Data Management Plan

This lidar point data set was collected during low tide conditions along an approximately 500-700 meter wide strip of the Southern

California coastline within an area extending south from Long Beach to the US/Mexico border. Data were collected in Los Angeles, Orange

and San Diego counties from south of the Downtown Long Beach Marina in Long Beach, California to north of Encinitas City on November 24, 2007

between 20:59 and 24:00 UTC. Data were collected in San Diego County from north of Oceanside to south of the United States-Mexico border

near Playas de Tijuana, Baja California, Mexico on November 23, 2007 between 21:19 and 23:32 UTC. Data set features include water, beach,

cliffs, and top of cliffs. The all points data set contains the complete point cloud of first and last return elevation and laser intensity

measurements recorded during the fall 2007 airborne lidar survey conducted semi-annually by the University of Texas at Austin for the

Southern California Beach Processes Study.

The data set was generated by the processing of laser range, scan angle, and aircraft attitude data collected using an Optech Inc.

Airborne Laser Terrain Mapper (ALTM) 1225 system and geodetic quality Global Positioning System (GPS) airborne and ground-based receivers.

Instrument settings and parameters during survey were:

Nominal on-ground beam diameter: 25 cm

Pulse rate: 25 kHz

Maximum number of returns recorded: 2

Minimum separation between detected returns from a single pulse: 4.3 m

Laser wavelength: 1064 nm

Frequency of GPS sampling: 1 Hz

Frequency of IMU sampling: 50 Hz; Scan angle: +/- 20 degrees

Nominal height of instrument above ground: 1100 m

Nominal single-swath pulse density: 2 m

Nominal aggregate pulse density: 0.75

Nature of vertical control: Kinematic and static GPS points

Original contact information:

Contact Name: Roberto Gutierrez

Contact Org: University of Texas at Austin Center for Space Research

Title: Research Associate in Geodesy and Geophysics

Phone: 512.471.5573

Email: oskar@mail.utexas.edu

Process Steps:

• ALTM range files were downloaded from the Optech ALTM 1225 system and decoded using Optech's REALM 3.0 tape decode program.
• Raw GPS data were downloaded from three Ashtech Z-12 GPS receivers. One receiver collected in-flight aircraft data; the other two collected data during flight time at separate base stations. The GPS data were converted into RINEX2 format with pseudorange smoothing applied. The National Geodetic Survey's PAGES-NT software was used to compute double differenced, ionospherically corrected, static GPS solutions for each GPS base station with precise ephemerides from the International GPS Service (IGS) with respect to selected CORS sites.
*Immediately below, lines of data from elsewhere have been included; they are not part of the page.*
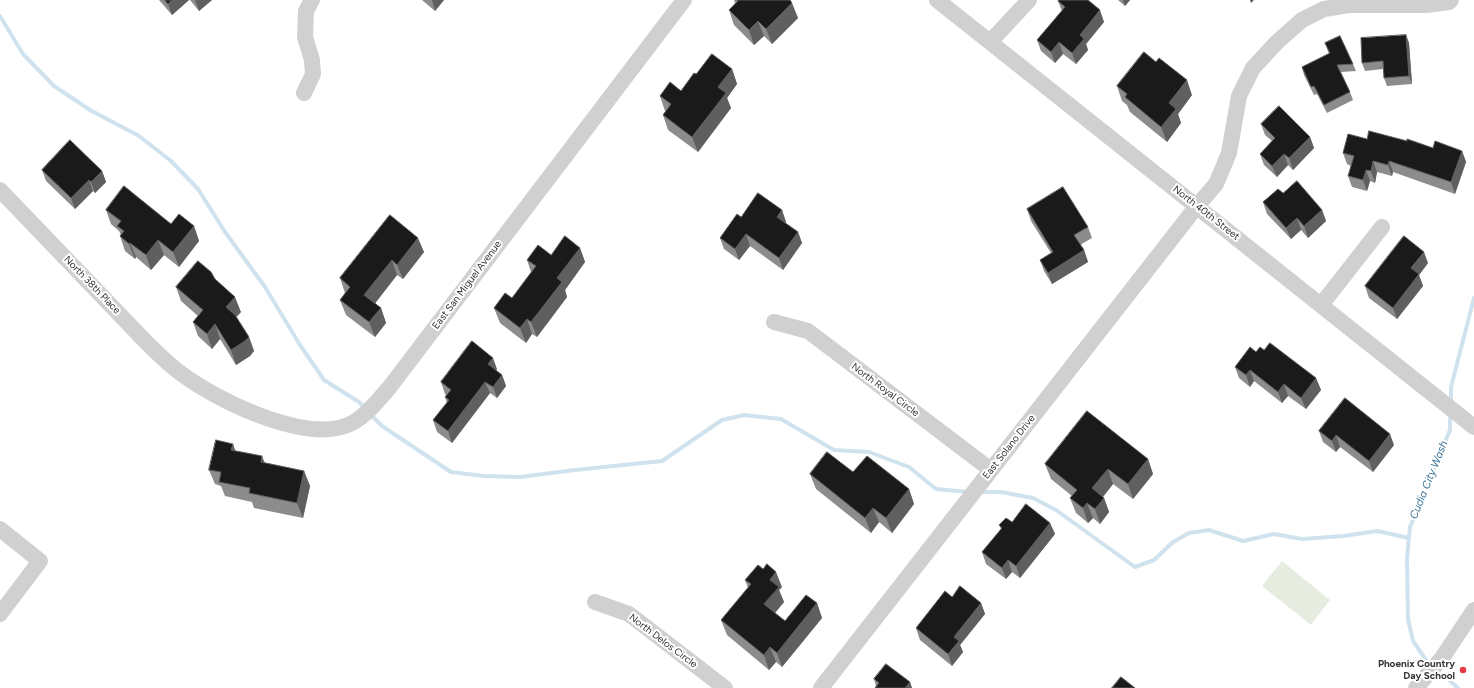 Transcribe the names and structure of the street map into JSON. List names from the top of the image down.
{
  "streets": {
    "street": [
      "North 40th Street",
      "North 38th Place",
      "East San Miguel Avenue",
      "North Royal Circle",
      "East Solano Drive",
      "North Delos Circle"
    ]
  },
  "crossings": [
    ["North 40th Street", "East Solano Drive"],
    ["North 38th Place", "East San Miguel Avenue"],
    ["North Royal Circle", "East Solano Drive"]
  ],
  "water": ["Cudia City Wash"],
  "places": ["Phoenix Country Day School"]
} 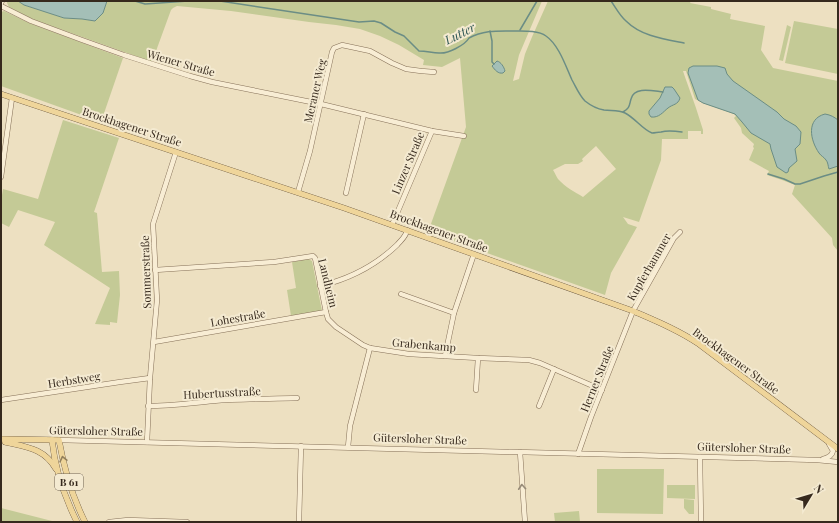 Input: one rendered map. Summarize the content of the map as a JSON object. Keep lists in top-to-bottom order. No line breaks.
{"streets":{"main road":["Brockhagener Straße","Gütersloher Straße","B 61"],"street":["Wiener Straße","Meraner Weg","Linzer Straße","Kupferhammer","Sommerstraße","Landheim","Lohestraße","Grabenkamp","Herner Straße","Herbstweg","Hubertusstraße"]},"crossings":[["Wiener Straße","Meraner Weg"],["Wiener Straße","Linzer Straße"],["Meraner Weg","Brockhagener Straße"],["Brockhagener Straße","Linzer Straße"],["Brockhagener Straße","Kupferhammer"],["Brockhagener Straße","Sommerstraße"],["Brockhagener Straße","Herner Straße"],["Kupferhammer","Herner Straße"],["Sommerstraße","Landheim"],["Sommerstraße","Lohestraße"],["Sommerstraße","Herbstweg"],["Sommerstraße","Hubertusstraße"],["Sommerstraße","Gütersloher Straße"],["Landheim","Lohestraße"],["Landheim","Grabenkamp"],["Grabenkamp","Herner Straße"],["Herner Straße","Gütersloher Straße"],["Gütersloher Straße","B 61"]],"water":["Lutter"],"north":"top right"}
As part of the solution tropospheric zenith delays were estimated and L1 and L2 phase biases were fixed as integers. Aircraft trajectories were estimated with respect to all base stations using National Geodetic Survey's Kinematic and Rapid-Static Software (KARS) software. Trajectories were double-differenced, ionospherically corrected, bias-fixed GPS solutions computed with precise IGS ephemerides. Coordinates for base stations and trajectories were in the International Terrestrial Reference Frame of 2000 (ITRF00). Aircraft trajectories were transformed from the ITRF00 to North American Datum of 1983 (NAD83) using the Horizontal Time Dependent Positioning (HDTP) software (Snay, 1999).
• The 1 Hz GPS trajectory and 50 Hz aircraft inertial measurement unit (IMU) data were combined in Applanix's POSProc version 4.2 to compute an aided inertial navigation solution (INS) and a 50 Hz, smoothed best estimate of trajectory (SBET). The POSPac software employs a Kalman filter to obtain a blended navigation solution. Afterwards, smoothing was applied to the solution to obtain the SBET for the aircraft.
• The SBET, laser range observations, scanner position information, and GPS/internal clock files were processed in the Realm 2.27 software suite to generate uncalibrated lidar data points in the Universal Transverse Mercator (UTM) projection. Lidar point data were compared to 1998 ATM LIDAR data over several cross-track piers and roads to estimate lidar instrument calibration parameters: roll and pitch biases, scanner scale factor, and first/last return elevation biases. An iterative, least-squares methodology was used to estimate calibration parameters so as to minimize differences between lidar and ground GPS data. Samples of lidar data were used to create high-resolution digital elevation models (DEM); these DEMs were inspected for horizontal or vertical anomalies. Data collected on November 24, 2007, were compared to kinematic GPS points collected along the E. Pacific Coast Hwy near Laguna Beach. Data collected on November 23, 2007, were compared to kinematic GPS points collected in a parking lot near North Torrey Pines Road. After system calibration and initial quality control step, the adjusted lidar x,y,z-point data were generated by REALM software and output using the UTM Zone 11 coordinate system with elevations being heights above the GRS-80 reference ellipsoid (HAE). The output format from REALM 2.27 is a headerless space-delimited 9-column ASCII file that contains: Column 1 = the point time tag in seconds in the GPS week; Columns 2-4 = the UTM Zone 11 North easting, UTM Zone 11 North northing and height above ellipsoid (HAE) of the first lidar return; Columns 5-7 = the UTM Zone 11 North easting, UTM Zone 11 North northing and HAE of the last lidar return; and Columns 8 & 9 = the laser backscatter intensity of the first and last returns.
• Heights above the GRS80 ellipsoid (HAE) were converted to orthometric heights with respect to the North American Vertical Datum of 1988 (NAVD88), using the GEOID99 model. GPS time tags were used to separate the data collected on a single day into distinct passes. The resulting pass data sets were then parsed into 3.75-minute USGS quarter-quadrangle components containing the complete point cloud. Each output file includes data points found within a 20 meter buffer area surrounding each quarter quadrangle. Outlier data points that exceeded designated elevation thresholds (< -20 m or > 250 m) were eliminated during the parsing process.
• 2011-03-01 00:00:00 - The NOAA Office for Coastal Management (OCM) received the lidar files in ASCII format. The files contained lidar intensity and elevation measurements. OCM performed the following processing for data storage and Digital Coast provisioning purposes: 1. Data converted from UTM coordinates to geographic coordinates. 2. Data converted from NAVD88 heights to ellipsoid heights using GEOID99. 3. Data converted from dual return xyz format to xyz text format with return numbers to las format. 4. The LAS data were sorted by latitude and the headers were updated.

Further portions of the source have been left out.